*What to do*
Print every record exactly, omitting none.
[Start of section]
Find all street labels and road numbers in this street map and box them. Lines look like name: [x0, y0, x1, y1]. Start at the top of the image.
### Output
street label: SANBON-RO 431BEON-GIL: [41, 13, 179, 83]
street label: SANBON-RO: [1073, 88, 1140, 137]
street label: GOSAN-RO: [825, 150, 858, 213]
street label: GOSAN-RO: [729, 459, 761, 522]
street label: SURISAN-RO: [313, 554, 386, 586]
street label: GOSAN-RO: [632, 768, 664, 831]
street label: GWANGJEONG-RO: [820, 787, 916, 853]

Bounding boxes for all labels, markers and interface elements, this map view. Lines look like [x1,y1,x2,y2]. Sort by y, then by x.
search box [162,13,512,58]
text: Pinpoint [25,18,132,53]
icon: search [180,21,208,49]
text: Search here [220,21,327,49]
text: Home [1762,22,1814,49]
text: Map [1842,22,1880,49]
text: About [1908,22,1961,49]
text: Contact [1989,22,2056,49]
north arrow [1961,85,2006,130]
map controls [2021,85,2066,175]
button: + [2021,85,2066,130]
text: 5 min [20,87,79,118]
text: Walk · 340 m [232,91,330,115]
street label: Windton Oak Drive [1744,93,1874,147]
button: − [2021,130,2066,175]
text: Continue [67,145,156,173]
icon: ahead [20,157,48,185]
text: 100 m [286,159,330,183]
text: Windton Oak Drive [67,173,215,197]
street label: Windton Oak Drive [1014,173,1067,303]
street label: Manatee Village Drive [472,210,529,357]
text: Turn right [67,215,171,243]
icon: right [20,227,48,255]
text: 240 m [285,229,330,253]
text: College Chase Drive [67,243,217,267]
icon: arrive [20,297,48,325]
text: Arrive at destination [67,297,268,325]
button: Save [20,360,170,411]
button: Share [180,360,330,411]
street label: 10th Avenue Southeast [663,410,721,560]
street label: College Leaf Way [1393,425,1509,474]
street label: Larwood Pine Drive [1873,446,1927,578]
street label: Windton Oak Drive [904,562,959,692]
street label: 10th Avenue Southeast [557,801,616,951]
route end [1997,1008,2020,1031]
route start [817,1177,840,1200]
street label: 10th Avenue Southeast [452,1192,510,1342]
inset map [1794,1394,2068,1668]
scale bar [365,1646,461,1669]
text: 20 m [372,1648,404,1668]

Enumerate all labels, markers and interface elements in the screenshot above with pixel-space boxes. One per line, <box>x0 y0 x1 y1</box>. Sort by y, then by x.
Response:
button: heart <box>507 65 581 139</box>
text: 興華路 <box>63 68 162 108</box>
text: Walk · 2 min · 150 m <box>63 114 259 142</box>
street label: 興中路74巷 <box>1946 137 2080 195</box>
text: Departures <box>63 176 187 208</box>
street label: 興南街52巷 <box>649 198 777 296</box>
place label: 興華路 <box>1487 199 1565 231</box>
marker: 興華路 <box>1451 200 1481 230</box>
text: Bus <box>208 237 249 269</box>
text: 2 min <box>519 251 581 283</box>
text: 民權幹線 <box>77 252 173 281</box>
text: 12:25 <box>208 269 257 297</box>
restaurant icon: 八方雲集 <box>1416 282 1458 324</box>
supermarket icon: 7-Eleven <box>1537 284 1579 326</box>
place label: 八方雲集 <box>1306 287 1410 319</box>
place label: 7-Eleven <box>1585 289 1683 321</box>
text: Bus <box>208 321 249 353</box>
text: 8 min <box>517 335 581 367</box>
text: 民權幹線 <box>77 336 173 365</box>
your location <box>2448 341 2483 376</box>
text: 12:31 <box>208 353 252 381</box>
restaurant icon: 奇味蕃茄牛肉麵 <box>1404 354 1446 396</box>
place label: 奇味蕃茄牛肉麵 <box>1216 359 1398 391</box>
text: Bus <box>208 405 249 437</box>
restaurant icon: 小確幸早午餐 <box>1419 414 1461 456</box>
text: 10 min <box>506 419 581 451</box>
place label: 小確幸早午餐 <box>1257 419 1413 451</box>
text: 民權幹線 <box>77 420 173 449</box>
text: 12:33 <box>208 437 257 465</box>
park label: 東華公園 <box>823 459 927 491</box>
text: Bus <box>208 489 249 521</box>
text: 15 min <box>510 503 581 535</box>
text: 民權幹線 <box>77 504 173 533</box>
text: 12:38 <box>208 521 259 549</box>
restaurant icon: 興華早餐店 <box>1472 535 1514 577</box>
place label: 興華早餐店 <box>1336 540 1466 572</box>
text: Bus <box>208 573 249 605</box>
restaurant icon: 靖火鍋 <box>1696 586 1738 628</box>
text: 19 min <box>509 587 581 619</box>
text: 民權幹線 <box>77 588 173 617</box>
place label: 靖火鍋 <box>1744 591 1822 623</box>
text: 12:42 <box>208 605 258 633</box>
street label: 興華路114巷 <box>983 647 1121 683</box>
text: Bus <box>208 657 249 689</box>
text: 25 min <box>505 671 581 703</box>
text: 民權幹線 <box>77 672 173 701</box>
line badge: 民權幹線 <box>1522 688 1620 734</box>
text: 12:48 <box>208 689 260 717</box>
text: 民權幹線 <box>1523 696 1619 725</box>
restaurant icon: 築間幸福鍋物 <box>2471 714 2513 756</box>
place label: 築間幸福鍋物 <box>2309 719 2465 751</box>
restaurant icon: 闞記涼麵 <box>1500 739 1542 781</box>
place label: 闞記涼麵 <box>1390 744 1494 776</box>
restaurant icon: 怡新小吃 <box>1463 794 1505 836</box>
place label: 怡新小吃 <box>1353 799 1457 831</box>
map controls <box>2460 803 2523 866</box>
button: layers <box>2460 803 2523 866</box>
[End of section]
*Answer space*
Find all street labels and road numbers in this street map and box them. Lines look like name: [x0, y0, x1, y1]. Start at the top of the image.
### Output
street label: SANBON-RO 431BEON-GIL: [41, 13, 179, 83]
street label: SANBON-RO: [1073, 88, 1140, 137]
street label: GOSAN-RO: [825, 150, 858, 213]
street label: GOSAN-RO: [729, 459, 761, 522]
street label: SURISAN-RO: [313, 554, 386, 586]
street label: GOSAN-RO: [632, 768, 664, 831]
street label: GWANGJEONG-RO: [820, 787, 916, 853]

Bounding boxes for all labels, markers and interface elements, this map view. Lines look like [x1,y1,x2,y2]. Sort by y, then by x.
search box [162,13,512,58]
text: Pinpoint [25,18,132,53]
icon: search [180,21,208,49]
text: Search here [220,21,327,49]
text: Home [1762,22,1814,49]
text: Map [1842,22,1880,49]
text: About [1908,22,1961,49]
text: Contact [1989,22,2056,49]
north arrow [1961,85,2006,130]
map controls [2021,85,2066,175]
button: + [2021,85,2066,130]
text: 5 min [20,87,79,118]
text: Walk · 340 m [232,91,330,115]
street label: Windton Oak Drive [1744,93,1874,147]
button: − [2021,130,2066,175]
text: Continue [67,145,156,173]
icon: ahead [20,157,48,185]
text: 100 m [286,159,330,183]
text: Windton Oak Drive [67,173,215,197]
street label: Windton Oak Drive [1014,173,1067,303]
street label: Manatee Village Drive [472,210,529,357]
text: Turn right [67,215,171,243]
icon: right [20,227,48,255]
text: 240 m [285,229,330,253]
text: College Chase Drive [67,243,217,267]
icon: arrive [20,297,48,325]
text: Arrive at destination [67,297,268,325]
button: Save [20,360,170,411]
button: Share [180,360,330,411]
street label: 10th Avenue Southeast [663,410,721,560]
street label: College Leaf Way [1393,425,1509,474]
street label: Larwood Pine Drive [1873,446,1927,578]
street label: Windton Oak Drive [904,562,959,692]
street label: 10th Avenue Southeast [557,801,616,951]
route end [1997,1008,2020,1031]
route start [817,1177,840,1200]
street label: 10th Avenue Southeast [452,1192,510,1342]
inset map [1794,1394,2068,1668]
scale bar [365,1646,461,1669]
text: 20 m [372,1648,404,1668]

Enumerate all labels, markers and interface elements in the screenshot above with pixel-space boxes. One per line, <box>x0 y0 x1 y1</box>. Sort by y, then by x.
Response:
button: heart <box>507 65 581 139</box>
text: 興華路 <box>63 68 162 108</box>
text: Walk · 2 min · 150 m <box>63 114 259 142</box>
street label: 興中路74巷 <box>1946 137 2080 195</box>
text: Departures <box>63 176 187 208</box>
street label: 興南街52巷 <box>649 198 777 296</box>
place label: 興華路 <box>1487 199 1565 231</box>
marker: 興華路 <box>1451 200 1481 230</box>
text: Bus <box>208 237 249 269</box>
text: 2 min <box>519 251 581 283</box>
text: 民權幹線 <box>77 252 173 281</box>
text: 12:25 <box>208 269 257 297</box>
restaurant icon: 八方雲集 <box>1416 282 1458 324</box>
supermarket icon: 7-Eleven <box>1537 284 1579 326</box>
place label: 八方雲集 <box>1306 287 1410 319</box>
place label: 7-Eleven <box>1585 289 1683 321</box>
text: Bus <box>208 321 249 353</box>
text: 8 min <box>517 335 581 367</box>
text: 民權幹線 <box>77 336 173 365</box>
your location <box>2448 341 2483 376</box>
text: 12:31 <box>208 353 252 381</box>
restaurant icon: 奇味蕃茄牛肉麵 <box>1404 354 1446 396</box>
place label: 奇味蕃茄牛肉麵 <box>1216 359 1398 391</box>
text: Bus <box>208 405 249 437</box>
restaurant icon: 小確幸早午餐 <box>1419 414 1461 456</box>
text: 10 min <box>506 419 581 451</box>
place label: 小確幸早午餐 <box>1257 419 1413 451</box>
text: 民權幹線 <box>77 420 173 449</box>
text: 12:33 <box>208 437 257 465</box>
park label: 東華公園 <box>823 459 927 491</box>
text: Bus <box>208 489 249 521</box>
text: 15 min <box>510 503 581 535</box>
text: 民權幹線 <box>77 504 173 533</box>
text: 12:38 <box>208 521 259 549</box>
restaurant icon: 興華早餐店 <box>1472 535 1514 577</box>
place label: 興華早餐店 <box>1336 540 1466 572</box>
text: Bus <box>208 573 249 605</box>
restaurant icon: 靖火鍋 <box>1696 586 1738 628</box>
text: 19 min <box>509 587 581 619</box>
text: 民權幹線 <box>77 588 173 617</box>
place label: 靖火鍋 <box>1744 591 1822 623</box>
text: 12:42 <box>208 605 258 633</box>
street label: 興華路114巷 <box>983 647 1121 683</box>
text: Bus <box>208 657 249 689</box>
text: 25 min <box>505 671 581 703</box>
text: 民權幹線 <box>77 672 173 701</box>
line badge: 民權幹線 <box>1522 688 1620 734</box>
text: 12:48 <box>208 689 260 717</box>
text: 民權幹線 <box>1523 696 1619 725</box>
restaurant icon: 築間幸福鍋物 <box>2471 714 2513 756</box>
place label: 築間幸福鍋物 <box>2309 719 2465 751</box>
restaurant icon: 闞記涼麵 <box>1500 739 1542 781</box>
place label: 闞記涼麵 <box>1390 744 1494 776</box>
restaurant icon: 怡新小吃 <box>1463 794 1505 836</box>
place label: 怡新小吃 <box>1353 799 1457 831</box>
map controls <box>2460 803 2523 866</box>
button: layers <box>2460 803 2523 866</box>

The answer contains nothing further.